⟨

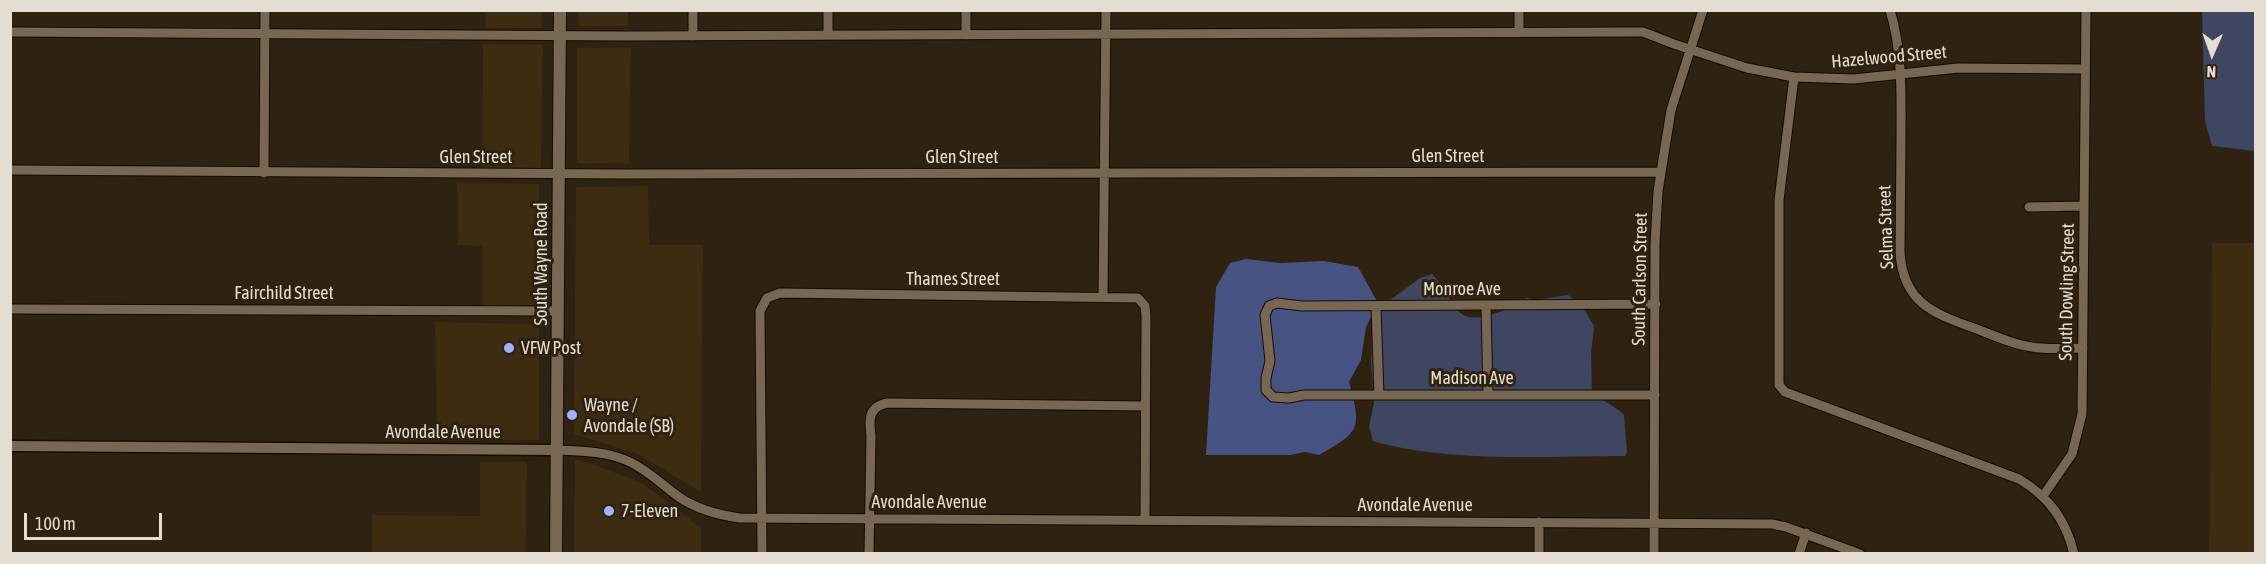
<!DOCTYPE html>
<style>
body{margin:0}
#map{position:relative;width:2266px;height:564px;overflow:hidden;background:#302210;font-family:"Asap Condensed",sans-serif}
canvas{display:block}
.frame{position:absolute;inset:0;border:12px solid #e6ddd2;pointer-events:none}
.north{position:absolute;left:2182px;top:24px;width:60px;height:60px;-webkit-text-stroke:4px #302210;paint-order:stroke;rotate:182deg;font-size:16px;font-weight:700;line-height:24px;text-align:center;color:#e6ddd2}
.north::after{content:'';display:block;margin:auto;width:21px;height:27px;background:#e6ddd2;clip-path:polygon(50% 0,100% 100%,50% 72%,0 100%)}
.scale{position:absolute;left:24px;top:513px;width:138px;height:27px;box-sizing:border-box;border:3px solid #e6ddd2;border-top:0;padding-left:8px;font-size:18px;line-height:21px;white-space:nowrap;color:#e6ddd2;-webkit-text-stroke:4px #302210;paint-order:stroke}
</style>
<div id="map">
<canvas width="2266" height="564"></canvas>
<div class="frame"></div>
<div class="north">N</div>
<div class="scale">100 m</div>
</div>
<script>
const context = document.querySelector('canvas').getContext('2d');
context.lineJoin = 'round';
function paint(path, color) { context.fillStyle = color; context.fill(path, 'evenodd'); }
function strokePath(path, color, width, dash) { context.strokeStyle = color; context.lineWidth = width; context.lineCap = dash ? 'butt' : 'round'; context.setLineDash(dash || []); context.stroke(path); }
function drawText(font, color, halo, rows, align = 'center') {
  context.font = font + ' "Asap Condensed",sans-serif'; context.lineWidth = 6; context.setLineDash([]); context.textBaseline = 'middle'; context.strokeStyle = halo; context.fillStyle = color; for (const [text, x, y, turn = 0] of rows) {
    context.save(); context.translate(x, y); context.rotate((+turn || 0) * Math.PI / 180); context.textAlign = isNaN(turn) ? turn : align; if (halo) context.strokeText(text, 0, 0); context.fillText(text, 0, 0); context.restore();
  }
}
paint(new Path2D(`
 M485,11H542V28H486Z
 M578,11H628V26H578Z
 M483,44L543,45L541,168H482Z
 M577,48H631L629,164L577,163Z
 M457,183L539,184L538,305H482V246L458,245Z
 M648,186L649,245H703L701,492L638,454L574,434L576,187Z
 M2212,243H2255V553H2209Z
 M435,322L539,324V440H437Z
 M575,460L587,462L642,483L701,528V553H574Z
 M480,462H527L526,553H372V515L480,516Z`), '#3d2b12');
paint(new Path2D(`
 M2202,11H2255V151L2212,146L2205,121Z
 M1432,274C1455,297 1451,328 1493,314C1506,310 1516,307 1526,298L1536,300L1568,295L1581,304L1594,326L1591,354L1592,393C1603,401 1614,405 1624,415L1627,452L1625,456C1546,456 1448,463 1373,441L1369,426L1374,403L1371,364L1372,328L1382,306L1420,278Z`), '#3f4662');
paint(new Path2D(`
 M1246,259L1280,263L1324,261L1358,267L1378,303L1366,327L1361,360L1349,382C1362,429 1360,432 1319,455L1305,452L1290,455H1206L1216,287L1230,263Z`), '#475382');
const minor = new Path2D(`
 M1519,10V32
 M1890,10C1903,53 1901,96 1901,140C1901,177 1900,214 1900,252C1903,305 1936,314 1979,330C1996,336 2013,345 2032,347C2048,350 2066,348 2083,348
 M10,32L625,36L1636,32H1643L1674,44L1747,68L1794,77L1854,79L1958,68L2085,69
 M828,35V10
 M966,35V10
 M693,36V10
 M1794,77L1779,200V385L1785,392L2019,479C2049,497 2066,520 2074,554
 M10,170L623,174L1660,172
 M264,173L265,10
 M2029,207L2084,206
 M1103,296L1106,10
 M1486,305L1488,395
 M1376,306L1379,395
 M10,309L558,311
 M1655,395H1304L1289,398L1273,397L1266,390V378L1270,361L1265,315L1269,306L1277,303L1302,306L1656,304
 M557,450C582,451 606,451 630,462C649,471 662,485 679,497C698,510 718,515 740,518L1772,524L1786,527L1860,554
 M2043,496L2072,454L2082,414L2086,10
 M1539,522V554
 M762,554L760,311L767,298L780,293L1138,298L1145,306L1146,316L1145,520
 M869,554L871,436C869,420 868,407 887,403L1145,406
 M1654,554L1655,244L1658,191L1671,110L1703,10
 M1799,554L1806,533`);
const tertiary = new Path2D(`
 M10,446L557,450`);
const secondary = new Path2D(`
 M556,554L560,10`);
strokePath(minor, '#170b00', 11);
strokePath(tertiary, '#170b00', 13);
strokePath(secondary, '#170b00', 14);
strokePath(minor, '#776753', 9);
strokePath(tertiary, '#776753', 10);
strokePath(secondary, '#776753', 12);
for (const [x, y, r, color] of [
 [509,348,6,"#9fb3fd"],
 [572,415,6,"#9fb3fd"],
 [609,511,6,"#9fb3fd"]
]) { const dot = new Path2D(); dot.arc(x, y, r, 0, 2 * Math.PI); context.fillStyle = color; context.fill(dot); strokePath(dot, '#302210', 2); }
drawText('18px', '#e6ddd2', '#302210', [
 ["Hazelwood Street",1889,57,-5],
 ["Glen Street",1448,156],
 ["Glen Street",476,157],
 ["Glen Street",962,157],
 ["Selma Street",1886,227,-92],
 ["South Wayne Road",541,264,-90],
 ["Thames Street",953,279],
 ["South Carlson Street",1640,279,-89],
 ["Monroe Ave",1462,289],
 ["South Dowling Street",2067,292,-89],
 ["Fairchild Street",284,293],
 ["Madison Ave",1472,378],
 ["Avondale Avenue",443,432],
 ["Avondale Avenue",929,502],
 ["Avondale Avenue",1415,505]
]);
drawText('18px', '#e6ddd2', '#302210', [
 ["VFW Post",521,348],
 ["Wayne /",584,405],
 ["Avondale (SB)",584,426],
 ["7-Eleven",621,511]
], 'left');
</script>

⟩

**Work item:**
Please go through the entries and show every line with the word "halo".

**The completed task:**
function drawText(font, color, halo, rows, align = 'center') {
  context.font = font + ' "Asap Condensed",sans-serif'; context.lineWidth = 6; context.setLineDash([]); context.textBaseline = 'middle'; context.strokeStyle = halo; context.fillStyle = color; for (const [text, x, y, turn = 0] of rows) {
    context.save(); context.translate(x, y); context.rotate((+turn || 0) * Math.PI / 180); context.textAlign = isNaN(turn) ? turn : align; if (halo) context.strokeText(text, 0, 0); context.fillText(text, 0, 0); context.restore();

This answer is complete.